On September 14, 2017, Bill 154, The Cutting Unnecessary Red Tape Act, 2017 passed first reading. As of October 3, 2017, it continues to be debated as part of second reading. If fully implemented, the bill would streamline business and not-for-profit regulations in Ontario through a number of modifications to the Corporations Act.

Implementation of Technology

Bill 154 allows for the greater use of technology in the management of businesses governed by the Corporations Act:

  • The filing, keeping and searching of documents in electronic format is accommodated;
  • Members are permitted to have meetings by telephonic or electronic means, unless the by-laws of the corporation provide otherwise; and
  • Electronic notices of meetings of members are permitted unless the by-laws of the corporation provide otherwise.

Directors

Directors are also impacted by a number of proposed changes that are aimed at achieving transparency and increasing efficiency:

  • Directors will no longer be required to be members of the corporations that they serve;
  • The removal of directors will now require only a majority vote of members;
  • Vacancies arising from a removal can be filled in the same member's meeting where the director is removed; and
  • A codified, objective standard of care for directors, requiring them to (1) act honestly and in good faith with a view of the best interests of the corporation; and (2) exercise the care, diligence and skill that a reasonable prudent person would exercise in similar circumstances. No contract, governing document, by-law or resolutions can relieve directors of these duties.

Natural Person Capacity

The bill proposes to grant corporations the rights, powers and privileges of a natural person, subject to any restrictions put in place by the corporation's governing documents. A corporation's acts will be deemed to be valid even if the corporation acted contrary to its governing documents.

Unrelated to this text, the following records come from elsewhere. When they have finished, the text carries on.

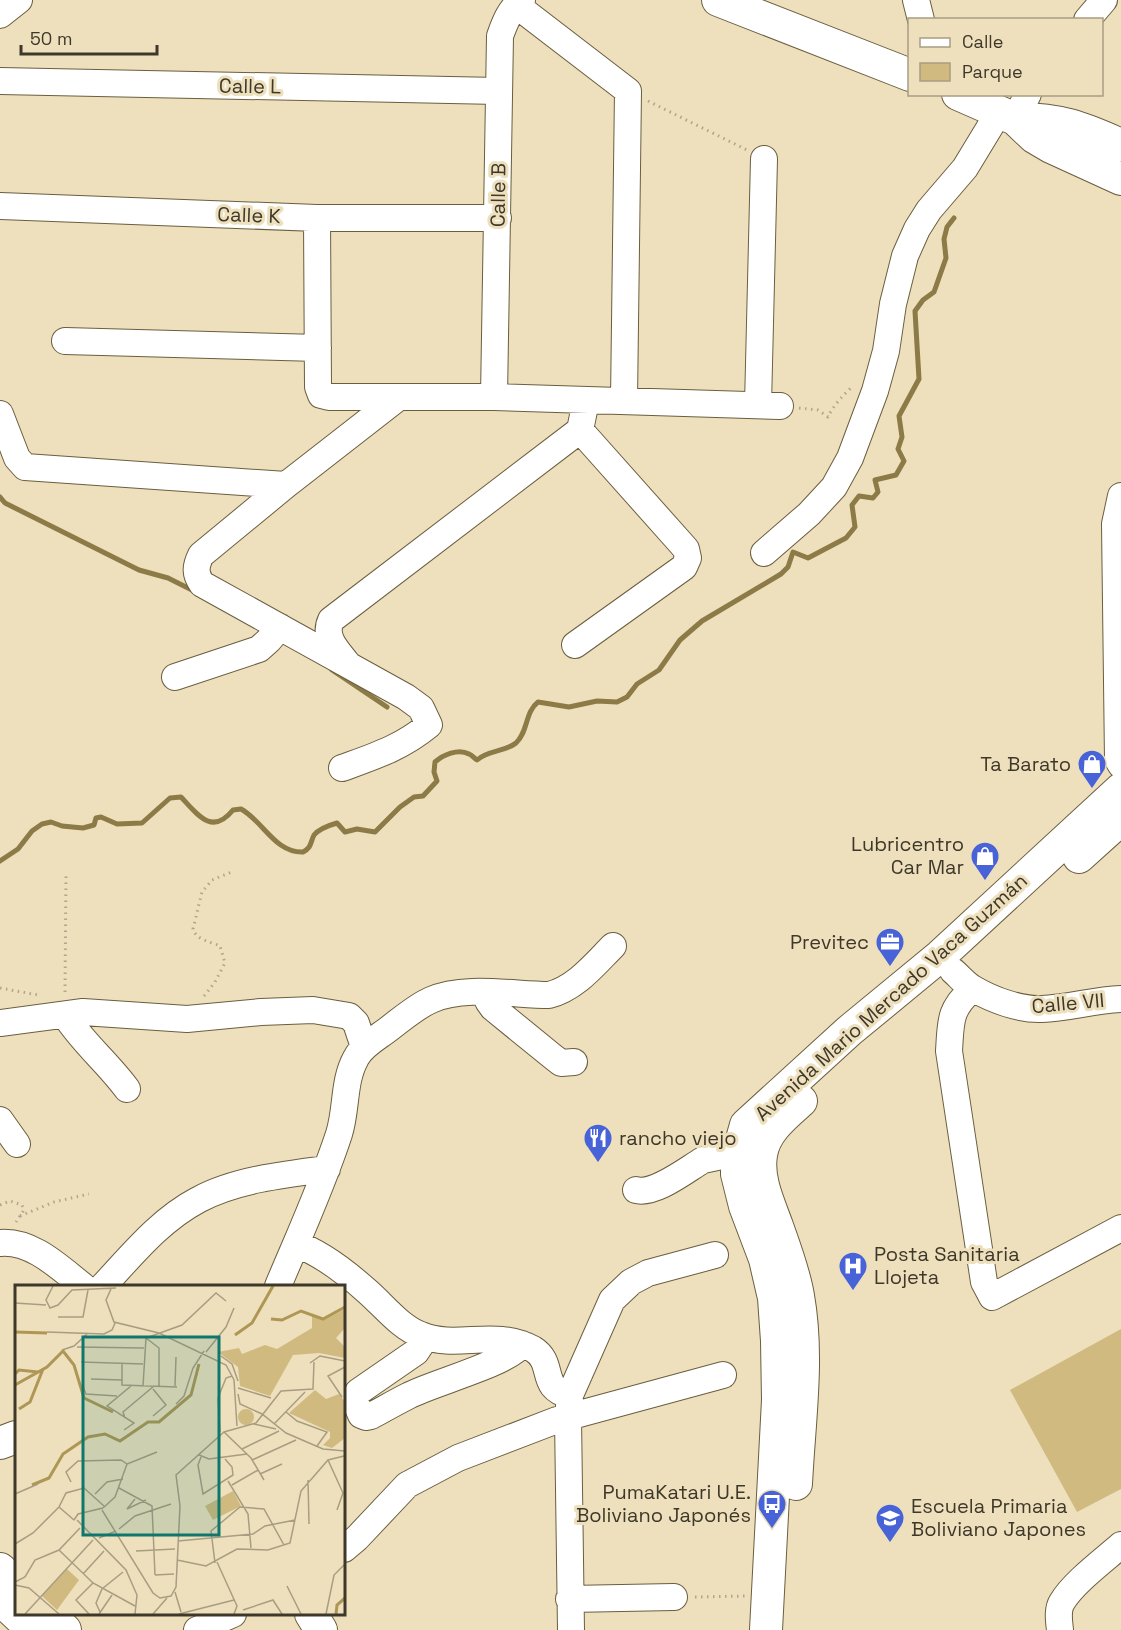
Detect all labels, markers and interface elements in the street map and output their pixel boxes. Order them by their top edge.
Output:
scale bar [21,18,158,56]
legend [908,18,1103,96]
text: 50 m [30,27,72,50]
text: Calle [962,30,1003,53]
text: Parque [962,60,1023,83]
street label: Calle L [219,72,281,100]
street label: Calle B [484,163,512,227]
street label: Calle K [217,201,281,229]
shop icon: Ta Barato [1076,748,1108,790]
place label: Ta Barato [980,751,1071,777]
place label: Lubricentro Car Mar [851,831,964,880]
shop icon: Lubricentro Car Mar [969,840,1001,882]
street label: Avenida Mario Mercado Vaca Guzmán [749,868,1033,1126]
office icon: Previtec [874,926,906,968]
place label: Previtec [790,929,869,955]
street label: Calle VII [1031,987,1105,1019]
restaurant icon: rancho viejo [582,1122,614,1164]
place label: rancho viejo [619,1125,737,1151]
place label: Posta Sanitaria Llojeta [874,1241,1020,1290]
hospital icon: Posta Sanitaria Llojeta [837,1250,869,1292]
inset map [15,1285,345,1615]
place label: PumaKatari U.E. Boliviano Japonés [576,1479,751,1528]
bus stop icon: PumaKatari U.E. Boliviano Japonés [756,1488,788,1530]
place label: Escuela Primaria Boliviano Japones [911,1493,1086,1542]
school or university icon: Escuela Primaria Boliviano Japones [874,1502,906,1544]

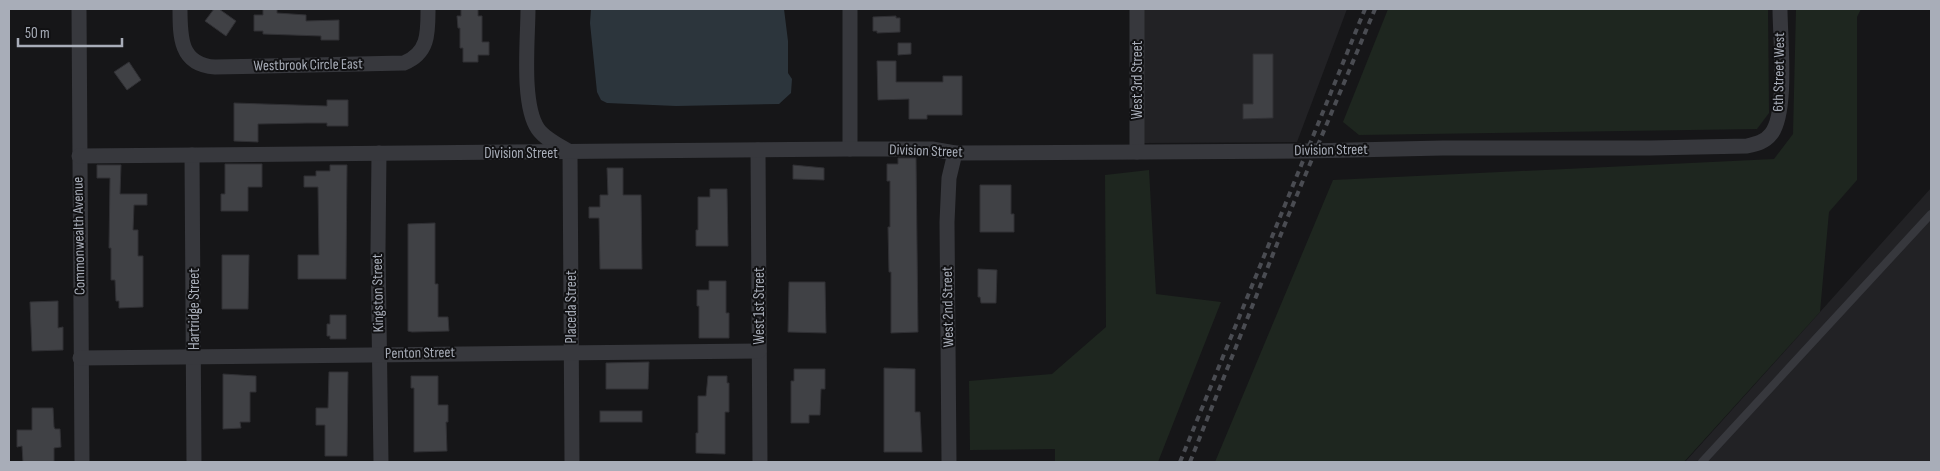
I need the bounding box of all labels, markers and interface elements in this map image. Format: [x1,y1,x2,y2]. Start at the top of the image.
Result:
scale bar [18,15,121,47]
text: 50 m [25,24,50,43]
street label: 6th Street West [1769,32,1789,112]
street label: West 3rd Street [1128,40,1147,119]
street label: Westbrook Circle East [253,55,363,75]
street label: Division Street [889,140,964,162]
street label: Division Street [1294,140,1368,160]
street label: Division Street [484,144,558,163]
street label: Commonwealth Avenue [68,177,90,295]
street label: Kingston Street [368,253,388,332]
street label: West 2nd Street [938,266,958,348]
street label: West 1st Street [750,267,769,345]
street label: Hartridge Street [185,268,204,350]
street label: Placeda Street [562,270,581,343]
street label: Penton Street [385,343,456,363]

Contracts Entered into Prior to Incorporation

Under a new proposed section, if a person enters into a written or oral contract on behalf of a corporation before it comes into existence, the corporation may later adopt the contract, becoming bound by it and entitled to any benefits of the contract. The person who initially acted on behalf of the corporation would then cease to be bound or entitled to any benefits under the contract.

Waiver of Auditor and Audit

Through an extraordinary resolution, members may decide not to appoint an auditor and have an audit in respect of a financial year if, in that year, the corporation had annual revenue of less than $100,000 or any other amount prescribed by regulations.

Continuance of Corporations in other Jurisdictions

Corporations will be prohibited from applying for an instrument of continuation in another jurisdiction unless the laws of that jurisdiction provide that the corporation continues to be liable for its obligations, any existing cause of action, claim or liability to prosecution and that actions and proceedings by or against he corporation may continue, with any judgements or orders enforced.